### Record excerpts
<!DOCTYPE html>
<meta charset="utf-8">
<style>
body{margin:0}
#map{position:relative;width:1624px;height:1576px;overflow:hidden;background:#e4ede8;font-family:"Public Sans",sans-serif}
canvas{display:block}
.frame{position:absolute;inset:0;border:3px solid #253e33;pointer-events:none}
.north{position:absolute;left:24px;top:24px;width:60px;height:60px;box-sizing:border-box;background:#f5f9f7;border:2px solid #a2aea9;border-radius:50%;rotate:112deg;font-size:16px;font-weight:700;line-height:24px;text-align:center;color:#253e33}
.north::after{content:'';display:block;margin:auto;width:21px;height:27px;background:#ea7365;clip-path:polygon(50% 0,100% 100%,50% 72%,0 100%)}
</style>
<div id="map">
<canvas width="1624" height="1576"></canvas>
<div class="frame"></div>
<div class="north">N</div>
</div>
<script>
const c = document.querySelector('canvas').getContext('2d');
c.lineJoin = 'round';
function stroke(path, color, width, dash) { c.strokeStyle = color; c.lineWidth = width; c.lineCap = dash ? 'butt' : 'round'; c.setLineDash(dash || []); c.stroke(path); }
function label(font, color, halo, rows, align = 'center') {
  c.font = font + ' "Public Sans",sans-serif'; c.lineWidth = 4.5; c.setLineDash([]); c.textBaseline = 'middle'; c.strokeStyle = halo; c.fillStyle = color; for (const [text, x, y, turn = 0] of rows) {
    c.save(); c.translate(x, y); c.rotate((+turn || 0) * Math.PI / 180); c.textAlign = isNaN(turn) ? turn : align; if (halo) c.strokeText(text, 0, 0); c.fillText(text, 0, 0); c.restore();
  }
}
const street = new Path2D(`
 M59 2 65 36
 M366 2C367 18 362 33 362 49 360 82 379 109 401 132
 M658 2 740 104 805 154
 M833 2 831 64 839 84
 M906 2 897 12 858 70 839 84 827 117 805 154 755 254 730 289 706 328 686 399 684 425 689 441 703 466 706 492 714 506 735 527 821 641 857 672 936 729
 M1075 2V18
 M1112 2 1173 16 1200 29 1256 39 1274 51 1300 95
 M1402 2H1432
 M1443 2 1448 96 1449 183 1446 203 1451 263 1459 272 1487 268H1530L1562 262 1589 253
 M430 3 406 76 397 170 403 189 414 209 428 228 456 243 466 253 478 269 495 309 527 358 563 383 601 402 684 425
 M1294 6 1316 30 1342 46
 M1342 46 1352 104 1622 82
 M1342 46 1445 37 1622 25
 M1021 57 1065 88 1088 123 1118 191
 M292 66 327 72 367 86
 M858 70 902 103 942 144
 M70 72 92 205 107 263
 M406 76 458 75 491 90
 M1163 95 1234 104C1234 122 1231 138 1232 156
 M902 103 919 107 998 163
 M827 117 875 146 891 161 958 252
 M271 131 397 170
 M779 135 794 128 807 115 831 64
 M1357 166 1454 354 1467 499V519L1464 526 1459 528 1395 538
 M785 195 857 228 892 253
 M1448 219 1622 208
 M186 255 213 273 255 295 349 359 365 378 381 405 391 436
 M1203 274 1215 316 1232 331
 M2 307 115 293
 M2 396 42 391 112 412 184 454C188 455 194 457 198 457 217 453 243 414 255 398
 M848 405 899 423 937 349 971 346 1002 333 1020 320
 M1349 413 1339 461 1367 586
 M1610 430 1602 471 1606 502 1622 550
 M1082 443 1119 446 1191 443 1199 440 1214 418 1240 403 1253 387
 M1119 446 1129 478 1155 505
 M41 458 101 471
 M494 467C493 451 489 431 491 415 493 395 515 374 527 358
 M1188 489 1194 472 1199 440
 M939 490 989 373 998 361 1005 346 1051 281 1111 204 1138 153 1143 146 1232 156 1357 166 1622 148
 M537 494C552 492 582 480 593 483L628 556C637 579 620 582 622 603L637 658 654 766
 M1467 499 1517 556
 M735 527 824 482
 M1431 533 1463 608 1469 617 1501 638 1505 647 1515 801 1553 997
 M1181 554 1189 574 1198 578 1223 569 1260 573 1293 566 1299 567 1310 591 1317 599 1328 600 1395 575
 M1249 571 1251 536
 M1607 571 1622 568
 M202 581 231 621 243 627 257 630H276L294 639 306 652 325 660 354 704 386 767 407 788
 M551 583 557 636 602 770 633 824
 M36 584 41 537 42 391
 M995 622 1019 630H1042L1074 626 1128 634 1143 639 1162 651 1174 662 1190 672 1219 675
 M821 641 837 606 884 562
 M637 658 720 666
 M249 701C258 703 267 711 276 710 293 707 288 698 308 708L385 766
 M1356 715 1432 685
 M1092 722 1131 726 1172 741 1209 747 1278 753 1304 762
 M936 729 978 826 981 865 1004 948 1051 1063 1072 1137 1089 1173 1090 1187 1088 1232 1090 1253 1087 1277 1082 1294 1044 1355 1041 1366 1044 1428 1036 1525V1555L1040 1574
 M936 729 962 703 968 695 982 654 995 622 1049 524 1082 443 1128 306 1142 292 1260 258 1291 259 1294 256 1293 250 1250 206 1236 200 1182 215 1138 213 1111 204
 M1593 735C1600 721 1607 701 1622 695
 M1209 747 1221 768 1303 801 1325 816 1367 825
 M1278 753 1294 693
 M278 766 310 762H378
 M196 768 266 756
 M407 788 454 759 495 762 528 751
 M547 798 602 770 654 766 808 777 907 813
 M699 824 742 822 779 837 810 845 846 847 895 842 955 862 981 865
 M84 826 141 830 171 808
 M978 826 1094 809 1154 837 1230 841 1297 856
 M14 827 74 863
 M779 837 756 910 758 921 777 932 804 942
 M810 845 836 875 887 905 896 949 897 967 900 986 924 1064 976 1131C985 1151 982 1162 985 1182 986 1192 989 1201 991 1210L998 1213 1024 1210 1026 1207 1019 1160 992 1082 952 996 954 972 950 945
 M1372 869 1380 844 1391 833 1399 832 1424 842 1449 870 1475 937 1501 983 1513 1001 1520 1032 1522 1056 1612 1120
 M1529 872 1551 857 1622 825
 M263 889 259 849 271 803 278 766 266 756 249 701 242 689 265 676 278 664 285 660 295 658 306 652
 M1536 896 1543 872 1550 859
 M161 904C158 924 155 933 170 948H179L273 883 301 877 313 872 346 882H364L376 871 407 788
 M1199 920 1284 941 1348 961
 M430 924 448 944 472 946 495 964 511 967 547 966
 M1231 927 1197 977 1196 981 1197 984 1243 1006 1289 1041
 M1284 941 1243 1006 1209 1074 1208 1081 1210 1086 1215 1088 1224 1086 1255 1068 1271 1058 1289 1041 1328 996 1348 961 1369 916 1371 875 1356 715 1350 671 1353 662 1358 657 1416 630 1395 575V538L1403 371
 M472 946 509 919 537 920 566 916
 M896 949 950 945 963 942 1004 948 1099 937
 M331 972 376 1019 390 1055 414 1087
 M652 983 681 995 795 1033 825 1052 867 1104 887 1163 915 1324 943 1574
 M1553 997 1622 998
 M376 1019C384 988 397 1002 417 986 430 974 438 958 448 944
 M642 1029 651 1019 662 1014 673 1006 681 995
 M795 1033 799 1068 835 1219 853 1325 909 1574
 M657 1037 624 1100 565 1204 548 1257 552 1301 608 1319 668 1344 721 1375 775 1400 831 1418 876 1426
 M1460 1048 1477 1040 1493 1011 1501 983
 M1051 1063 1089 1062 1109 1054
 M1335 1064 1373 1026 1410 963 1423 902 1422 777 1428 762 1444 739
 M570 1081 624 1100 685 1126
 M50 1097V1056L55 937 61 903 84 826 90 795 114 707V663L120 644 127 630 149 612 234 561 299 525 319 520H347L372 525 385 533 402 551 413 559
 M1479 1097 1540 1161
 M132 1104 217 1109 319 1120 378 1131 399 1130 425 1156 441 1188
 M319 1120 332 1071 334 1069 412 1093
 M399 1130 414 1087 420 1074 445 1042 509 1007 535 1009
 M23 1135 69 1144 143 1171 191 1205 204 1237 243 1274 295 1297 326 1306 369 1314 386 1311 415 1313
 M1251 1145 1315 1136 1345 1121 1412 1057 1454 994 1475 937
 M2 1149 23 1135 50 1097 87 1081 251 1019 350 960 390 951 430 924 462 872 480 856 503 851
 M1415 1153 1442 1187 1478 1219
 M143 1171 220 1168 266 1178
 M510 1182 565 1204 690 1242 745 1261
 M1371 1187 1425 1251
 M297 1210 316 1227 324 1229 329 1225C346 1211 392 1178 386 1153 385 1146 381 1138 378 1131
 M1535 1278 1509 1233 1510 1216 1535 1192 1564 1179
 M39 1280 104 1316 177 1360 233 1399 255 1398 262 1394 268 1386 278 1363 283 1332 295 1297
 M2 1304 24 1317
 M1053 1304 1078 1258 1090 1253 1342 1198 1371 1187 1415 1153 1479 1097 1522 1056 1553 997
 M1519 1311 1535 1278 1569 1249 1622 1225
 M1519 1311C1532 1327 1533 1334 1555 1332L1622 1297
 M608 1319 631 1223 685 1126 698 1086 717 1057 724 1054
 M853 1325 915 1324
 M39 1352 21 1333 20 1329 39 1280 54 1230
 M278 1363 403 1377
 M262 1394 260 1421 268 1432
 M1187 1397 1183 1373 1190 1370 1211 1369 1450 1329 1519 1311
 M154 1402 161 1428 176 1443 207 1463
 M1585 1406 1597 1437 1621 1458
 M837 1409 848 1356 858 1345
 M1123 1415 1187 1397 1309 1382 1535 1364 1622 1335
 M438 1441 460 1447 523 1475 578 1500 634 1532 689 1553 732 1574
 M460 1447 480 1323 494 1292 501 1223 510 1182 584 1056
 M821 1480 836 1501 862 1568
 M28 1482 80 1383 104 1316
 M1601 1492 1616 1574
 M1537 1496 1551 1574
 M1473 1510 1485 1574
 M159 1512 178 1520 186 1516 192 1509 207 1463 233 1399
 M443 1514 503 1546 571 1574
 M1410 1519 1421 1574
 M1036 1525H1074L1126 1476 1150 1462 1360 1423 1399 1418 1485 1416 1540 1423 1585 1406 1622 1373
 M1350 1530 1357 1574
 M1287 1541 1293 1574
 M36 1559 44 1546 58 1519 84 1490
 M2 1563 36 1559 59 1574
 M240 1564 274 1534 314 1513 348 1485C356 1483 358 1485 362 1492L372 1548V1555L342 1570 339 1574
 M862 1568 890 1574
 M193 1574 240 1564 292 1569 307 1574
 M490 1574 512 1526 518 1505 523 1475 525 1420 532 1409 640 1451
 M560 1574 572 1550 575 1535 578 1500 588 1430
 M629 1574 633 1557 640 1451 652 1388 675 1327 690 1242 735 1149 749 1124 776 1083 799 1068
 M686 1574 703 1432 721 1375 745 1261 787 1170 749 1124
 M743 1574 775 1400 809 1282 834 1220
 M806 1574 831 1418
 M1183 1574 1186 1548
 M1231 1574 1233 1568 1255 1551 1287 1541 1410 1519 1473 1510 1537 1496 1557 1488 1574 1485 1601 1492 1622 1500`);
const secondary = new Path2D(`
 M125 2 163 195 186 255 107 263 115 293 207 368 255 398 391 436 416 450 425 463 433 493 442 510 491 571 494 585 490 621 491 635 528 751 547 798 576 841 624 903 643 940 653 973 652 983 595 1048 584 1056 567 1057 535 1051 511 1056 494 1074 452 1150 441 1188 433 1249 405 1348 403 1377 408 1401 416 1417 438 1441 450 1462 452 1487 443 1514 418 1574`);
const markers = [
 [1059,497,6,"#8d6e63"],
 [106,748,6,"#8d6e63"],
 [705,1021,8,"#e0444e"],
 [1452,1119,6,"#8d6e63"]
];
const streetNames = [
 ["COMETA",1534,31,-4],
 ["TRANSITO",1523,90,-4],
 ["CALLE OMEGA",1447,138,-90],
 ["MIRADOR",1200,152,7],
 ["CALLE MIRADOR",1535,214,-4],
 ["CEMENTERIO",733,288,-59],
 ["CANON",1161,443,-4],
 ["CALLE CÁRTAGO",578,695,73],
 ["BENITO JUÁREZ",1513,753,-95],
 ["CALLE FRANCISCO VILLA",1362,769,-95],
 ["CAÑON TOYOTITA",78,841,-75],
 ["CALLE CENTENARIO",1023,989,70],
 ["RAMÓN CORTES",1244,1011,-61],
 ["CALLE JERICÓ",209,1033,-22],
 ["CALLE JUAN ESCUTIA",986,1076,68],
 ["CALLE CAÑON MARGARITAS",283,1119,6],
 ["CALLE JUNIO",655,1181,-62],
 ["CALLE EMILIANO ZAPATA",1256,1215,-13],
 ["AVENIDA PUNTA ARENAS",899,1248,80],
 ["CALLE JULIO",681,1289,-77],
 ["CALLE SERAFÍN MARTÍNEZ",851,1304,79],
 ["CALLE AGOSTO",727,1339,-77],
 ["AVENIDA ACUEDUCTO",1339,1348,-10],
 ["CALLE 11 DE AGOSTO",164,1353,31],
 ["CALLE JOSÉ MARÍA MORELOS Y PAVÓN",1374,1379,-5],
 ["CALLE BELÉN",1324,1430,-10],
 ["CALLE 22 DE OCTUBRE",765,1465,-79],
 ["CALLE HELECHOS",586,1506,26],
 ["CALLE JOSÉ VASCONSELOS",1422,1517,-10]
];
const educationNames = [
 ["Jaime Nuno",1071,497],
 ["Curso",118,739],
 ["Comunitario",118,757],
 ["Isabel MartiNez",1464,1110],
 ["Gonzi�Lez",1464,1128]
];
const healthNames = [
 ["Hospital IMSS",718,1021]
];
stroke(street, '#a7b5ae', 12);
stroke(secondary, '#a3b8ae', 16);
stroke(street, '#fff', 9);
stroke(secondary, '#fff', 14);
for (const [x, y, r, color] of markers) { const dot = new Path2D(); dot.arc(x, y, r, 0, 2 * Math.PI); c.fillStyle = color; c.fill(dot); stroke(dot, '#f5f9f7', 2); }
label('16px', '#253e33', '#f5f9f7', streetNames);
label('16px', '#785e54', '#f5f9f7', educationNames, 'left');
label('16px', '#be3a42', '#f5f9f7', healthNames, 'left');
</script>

### Exercise prompt
Begin at the first line of the records above and restate each line word for word, stopping after the line with "function label(font, color, halo, rows, align".

### Result of the task
<!DOCTYPE html>
<meta charset="utf-8">
<style>
body{margin:0}
#map{position:relative;width:1624px;height:1576px;overflow:hidden;background:#e4ede8;font-family:"Public Sans",sans-serif}
canvas{display:block}
.frame{position:absolute;inset:0;border:3px solid #253e33;pointer-events:none}
.north{position:absolute;left:24px;top:24px;width:60px;height:60px;box-sizing:border-box;background:#f5f9f7;border:2px solid #a2aea9;border-radius:50%;rotate:112deg;font-size:16px;font-weight:700;line-height:24px;text-align:center;color:#253e33}
.north::after{content:'';display:block;margin:auto;width:21px;height:27px;background:#ea7365;clip-path:polygon(50% 0,100% 100%,50% 72%,0 100%)}
</style>
<div id="map">
<canvas width="1624" height="1576"></canvas>
<div class="frame"></div>
<div class="north">N</div>
</div>
<script>
const c = document.querySelector('canvas').getContext('2d');
c.lineJoin = 'round';
function stroke(path, color, width, dash) { c.strokeStyle = color; c.lineWidth = width; c.lineCap = dash ? 'butt' : 'round'; c.setLineDash(dash || []); c.stroke(path); }
function label(font, color, halo, rows, align = 'center') {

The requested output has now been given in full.